Helen Helen - 27 days ago 16
Java Question

Get data from table(html) except div tag by jsoup

I have html code:

<table width="100%" cellpadding="5" cellspacing="2" class="zebra">
<tr>
<td colspan="5">
<div class="paginator">
<a href="http://some_link">2</a>&nbsp;
</div>
</td>
</tr>
<tr>
<td><a href="//i_need_only_this_link">some_value</a></td>
</tr>
<tr>
<td><a href="//i_need_only_this_link1">some_value</a></td>
</tr>
<tr>
<td colspan="2">
<div class="paginator">
<a href="http://some_link">2</a>&nbsp;
</div>
</td>
</tr>
</table>


I use Jsoup. How I can get all links except links in div tag?
I try to do something like this, but It doesn't work. Element contains all the links.

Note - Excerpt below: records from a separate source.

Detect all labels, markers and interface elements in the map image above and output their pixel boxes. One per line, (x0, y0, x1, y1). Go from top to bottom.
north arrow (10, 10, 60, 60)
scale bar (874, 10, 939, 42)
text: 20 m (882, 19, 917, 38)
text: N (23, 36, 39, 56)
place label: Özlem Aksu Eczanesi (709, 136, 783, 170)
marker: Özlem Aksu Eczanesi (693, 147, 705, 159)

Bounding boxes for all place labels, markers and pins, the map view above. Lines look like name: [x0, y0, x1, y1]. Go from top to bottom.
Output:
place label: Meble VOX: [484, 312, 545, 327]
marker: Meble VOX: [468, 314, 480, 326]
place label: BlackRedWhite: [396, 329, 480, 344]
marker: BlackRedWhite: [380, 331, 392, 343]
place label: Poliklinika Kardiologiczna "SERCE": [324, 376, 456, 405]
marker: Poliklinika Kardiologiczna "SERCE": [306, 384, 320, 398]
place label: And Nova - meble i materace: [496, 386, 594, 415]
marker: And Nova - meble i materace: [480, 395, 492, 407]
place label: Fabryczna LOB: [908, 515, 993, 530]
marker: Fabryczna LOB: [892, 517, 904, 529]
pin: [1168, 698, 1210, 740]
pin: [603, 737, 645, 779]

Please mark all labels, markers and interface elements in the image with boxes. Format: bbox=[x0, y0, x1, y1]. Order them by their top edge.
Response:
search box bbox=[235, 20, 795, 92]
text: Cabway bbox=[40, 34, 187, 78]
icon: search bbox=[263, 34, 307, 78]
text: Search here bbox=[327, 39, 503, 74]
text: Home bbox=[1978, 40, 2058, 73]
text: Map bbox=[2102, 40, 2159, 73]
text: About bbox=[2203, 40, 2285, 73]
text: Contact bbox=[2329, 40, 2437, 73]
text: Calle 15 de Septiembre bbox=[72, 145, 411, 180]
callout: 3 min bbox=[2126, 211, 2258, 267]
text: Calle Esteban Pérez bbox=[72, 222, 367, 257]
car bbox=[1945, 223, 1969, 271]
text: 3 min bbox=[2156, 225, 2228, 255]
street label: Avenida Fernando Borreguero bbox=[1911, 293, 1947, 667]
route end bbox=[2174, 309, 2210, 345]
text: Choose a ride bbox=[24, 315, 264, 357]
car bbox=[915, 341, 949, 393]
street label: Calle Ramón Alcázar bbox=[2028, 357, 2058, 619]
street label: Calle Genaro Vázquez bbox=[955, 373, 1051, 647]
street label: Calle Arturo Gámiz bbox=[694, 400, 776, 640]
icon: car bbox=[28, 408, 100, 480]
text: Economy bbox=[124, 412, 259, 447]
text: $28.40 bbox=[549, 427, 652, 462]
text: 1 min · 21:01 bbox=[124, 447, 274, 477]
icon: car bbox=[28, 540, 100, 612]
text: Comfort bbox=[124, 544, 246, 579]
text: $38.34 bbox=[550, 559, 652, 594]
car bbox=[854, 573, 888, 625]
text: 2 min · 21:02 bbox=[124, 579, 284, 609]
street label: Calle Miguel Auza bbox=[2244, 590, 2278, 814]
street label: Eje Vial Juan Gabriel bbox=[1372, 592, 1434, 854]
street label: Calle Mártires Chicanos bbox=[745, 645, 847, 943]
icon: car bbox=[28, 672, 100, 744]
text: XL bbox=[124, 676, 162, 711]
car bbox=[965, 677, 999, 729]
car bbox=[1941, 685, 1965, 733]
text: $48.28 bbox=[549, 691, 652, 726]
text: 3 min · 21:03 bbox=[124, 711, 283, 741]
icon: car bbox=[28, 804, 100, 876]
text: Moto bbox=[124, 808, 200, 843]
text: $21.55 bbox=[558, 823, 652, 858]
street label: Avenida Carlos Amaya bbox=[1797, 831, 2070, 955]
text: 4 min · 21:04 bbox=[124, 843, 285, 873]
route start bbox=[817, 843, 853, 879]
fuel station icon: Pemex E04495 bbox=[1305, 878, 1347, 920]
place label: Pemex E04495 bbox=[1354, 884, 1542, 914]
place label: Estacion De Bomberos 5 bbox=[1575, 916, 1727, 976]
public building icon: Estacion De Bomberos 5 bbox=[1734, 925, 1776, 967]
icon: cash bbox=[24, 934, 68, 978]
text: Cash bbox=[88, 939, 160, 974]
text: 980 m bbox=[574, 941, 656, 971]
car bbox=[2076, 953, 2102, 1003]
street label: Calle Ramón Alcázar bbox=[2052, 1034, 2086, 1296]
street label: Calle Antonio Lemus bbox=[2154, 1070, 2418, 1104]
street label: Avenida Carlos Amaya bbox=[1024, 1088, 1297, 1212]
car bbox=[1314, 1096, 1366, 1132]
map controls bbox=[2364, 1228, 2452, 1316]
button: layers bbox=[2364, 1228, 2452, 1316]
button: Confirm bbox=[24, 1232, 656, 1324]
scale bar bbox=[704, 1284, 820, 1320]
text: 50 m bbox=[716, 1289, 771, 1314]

org.jsoup.nodes.Elements tableText = doc.select("table.zebra").not("tr td div.paginator");

for (org.jsoup.nodes.Element td : tableText.select("td a")) {
System.out.println(td.attr("href")); // http://some_link
....
}

Answer

You can use the below code..

Document html = Jsoup.parse(htmlStr);

    for (Element e : html.getElementsByTag("a")) {

        if (!"div".equalsIgnoreCase(e.parentNode().nodeName())) {
            System.out.println(e.attr("href"));
        }

    }

Here I am checking that the parent node of the anchor element is not div. if it is not div I am printing the url.